Mixtures of Gaussians

fig, ax = plt.subplots(figsize=plot.big_figsize)

num_centres = 20
num_data = 200
centres = np.random.normal(size=(num_centres, 2))
w = np.random.normal(size=(num_centres, 2))*0.1
alloc = np.random.randint(0, num_centres, size=(num_data))
sigma = np.random.normal(size=(num_centres, 1))*0.05
epsilon = np.random.normal(size=(num_data,2))*sigma[alloc, :]

Y = w[alloc, :]*np.random.normal(size=(num_data, 1)) + centres[alloc, :] + epsilon

ax.plot(Y[:, 0], Y[:, 1], 'rx')
ax.set_xlabel('$y_1$', fontsize=20)
ax.set_ylabel('$y_2$', fontsize=20)

mlai.write_figure("artificial-mog-1.svg", directory="./dimred/")
pi_vals = np.linspace(-np.pi, np.pi, 200)[:, None]
for i in range(num_centres):
    ax.plot(centres[i, 0], centres[i, 1], 'o', markersize=5, color=[0, 0, 0], linewidth=2)
    x = np.hstack([np.sin(pi_vals), np.cos(pi_vals)])
    L = np.linalg.cholesky(np.outer(w[i, :],w[i, :]) + sigma[i]**2*np.eye(2))
    el = np.dot(x, L.T)
    ax.plot(centres[i, 0] + el[:, 0], centres[i, 1] + el[:, 1], linewidth=2, color=[0,0,0])
mlai.write_figure("artificial-mog-2.svg", directory="./dimred/")

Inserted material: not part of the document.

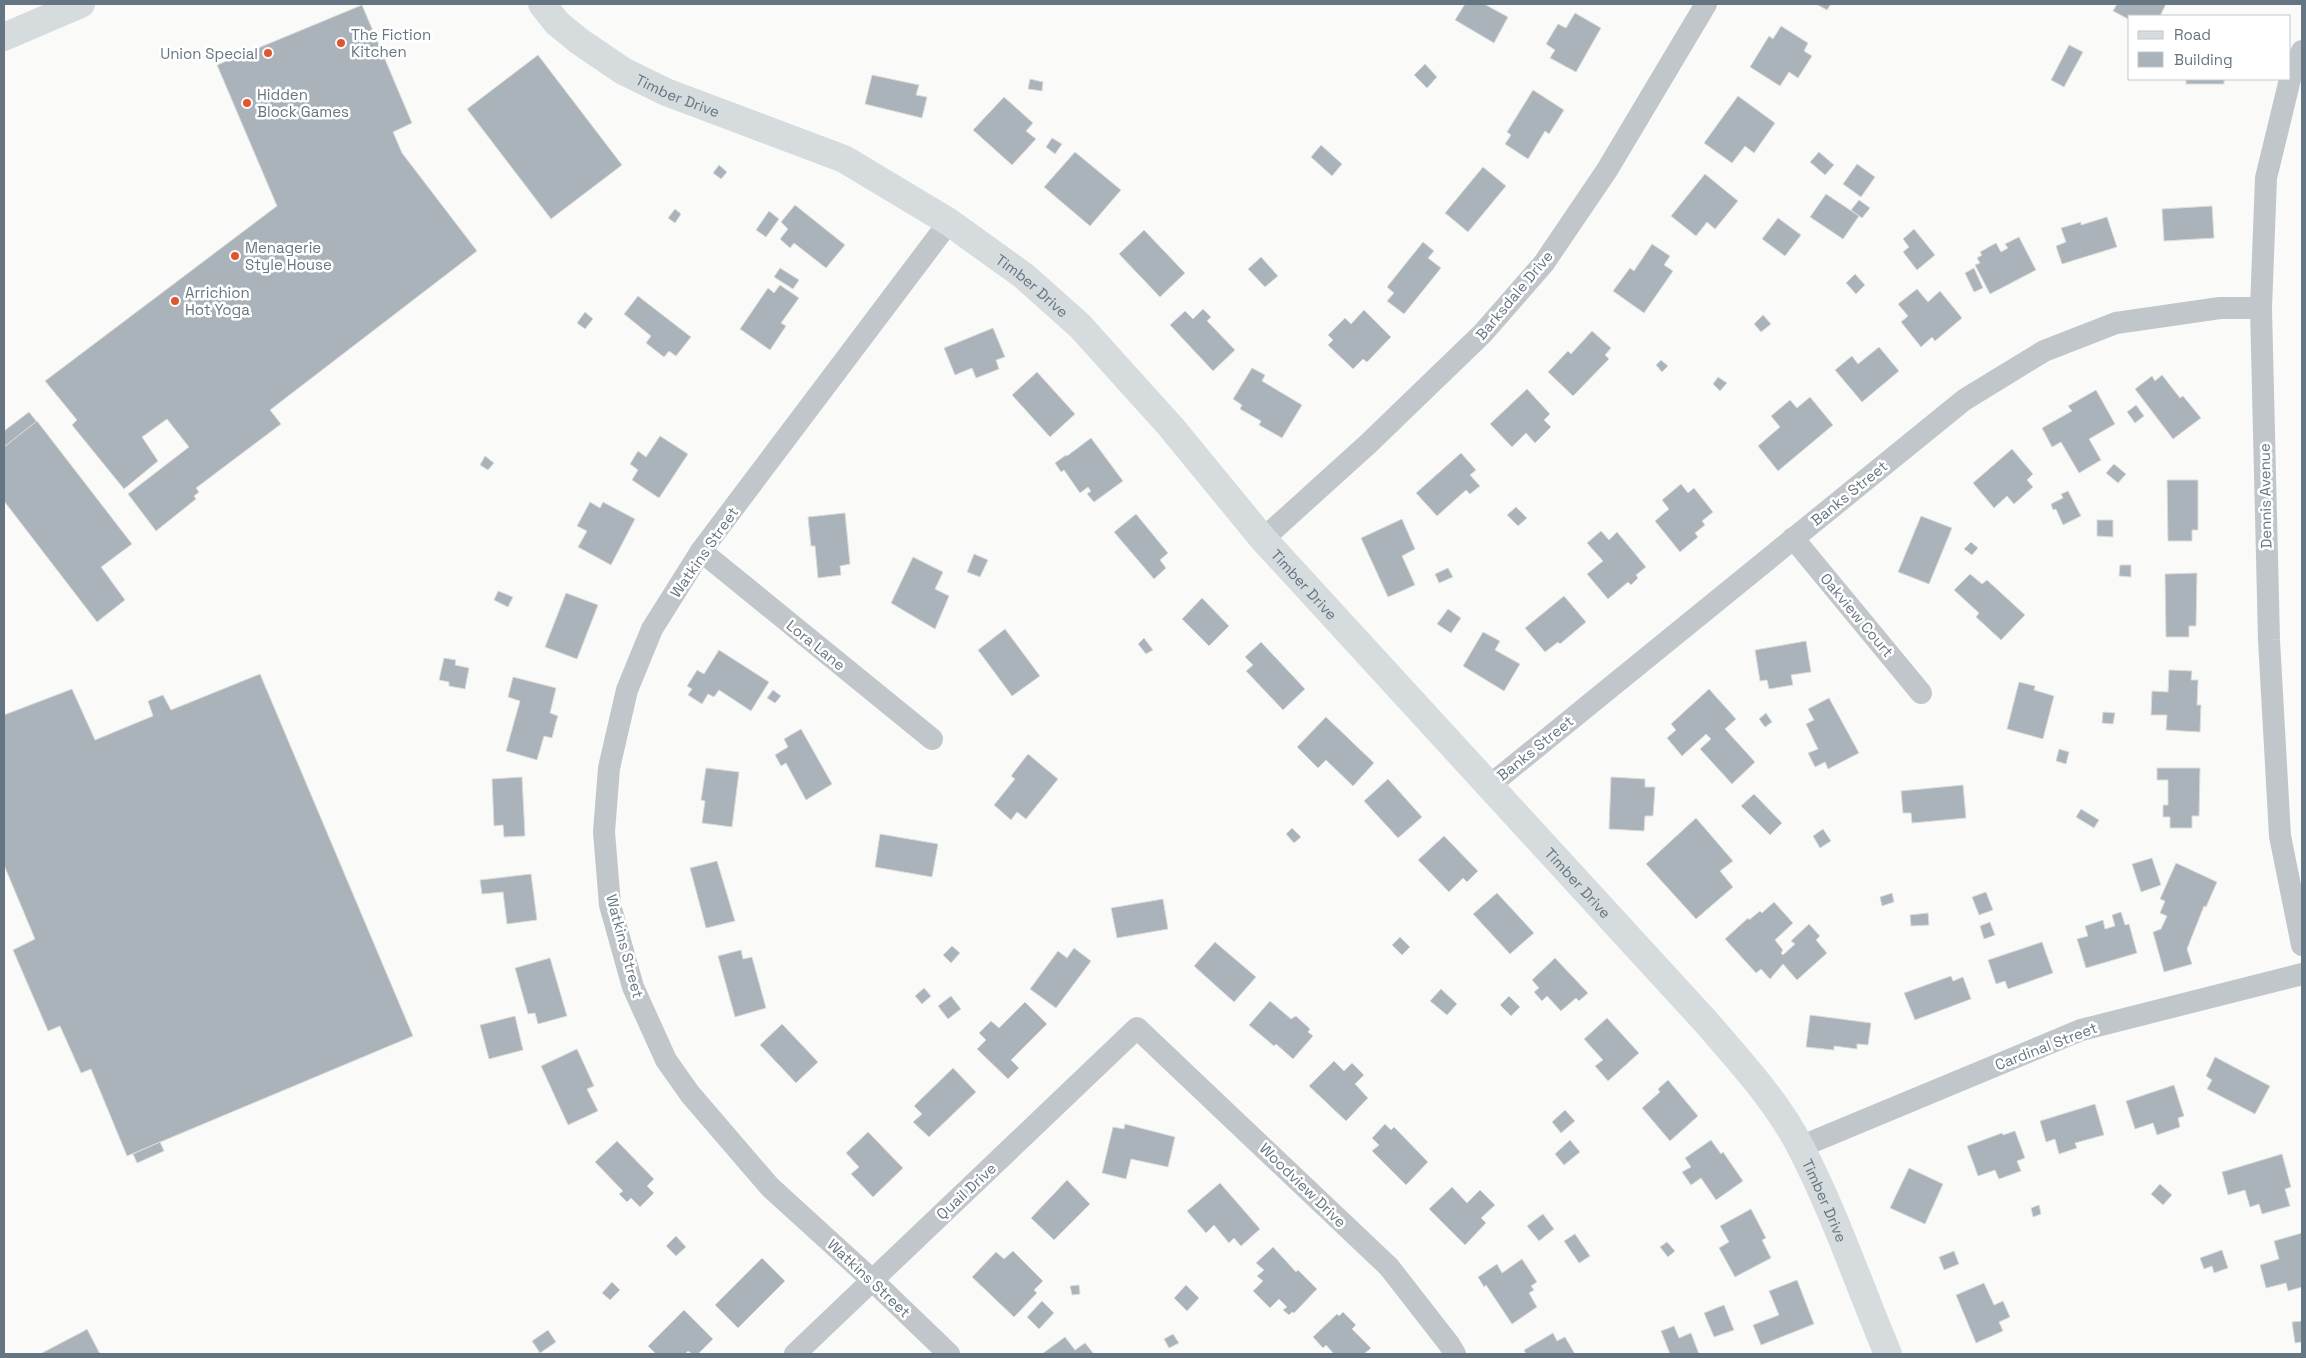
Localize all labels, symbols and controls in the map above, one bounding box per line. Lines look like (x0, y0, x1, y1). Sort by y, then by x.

Figure: Two dimensional Gaussian data set.

Figure: Two dimensional data sets. Complex structure not a problem for mixtures of Gaussians.

High Dimensional Data

Thinking in High Dimensions

Such a model seems intuitively appealing. When the expectation maximization approach to optimizing such powerful models was first described by the statistics community it must have seemed to some that the main remaining challenge for density estimation was principally computational. There are, of course, applications for which for which a mixture of Gaussians is an appropriate model (e.g. low dimensional data). Such applications are not the focus of this lecture. We are more interested in the failings of the Gaussian mixture. There are two foundation assumptions which underpin this model. We described them both in our early appeal to intuition. The first assumption is that the data is generated through prototypes. We will not consider this assumption further. We will focus on the second assumption: how the prototypes are corrupted to obtain the data we observe. For the Gaussian mixture model the prototypes are corrupted by Gaussian noise with a particular covariance. It is this second assumption that we would like to consider first. In particular, we are going to examine the special case where the covariance is given by a constant diagonal matrix. We will see that the behavior of a Gaussian in low dimensional space can be quite misleading when we develop intuitions as to how these densities behave in higher dimensions. By higher dimensionality we can think of dimensionality that is difficult to visualize directly, i.e. dimensionality greater than \(d=3\).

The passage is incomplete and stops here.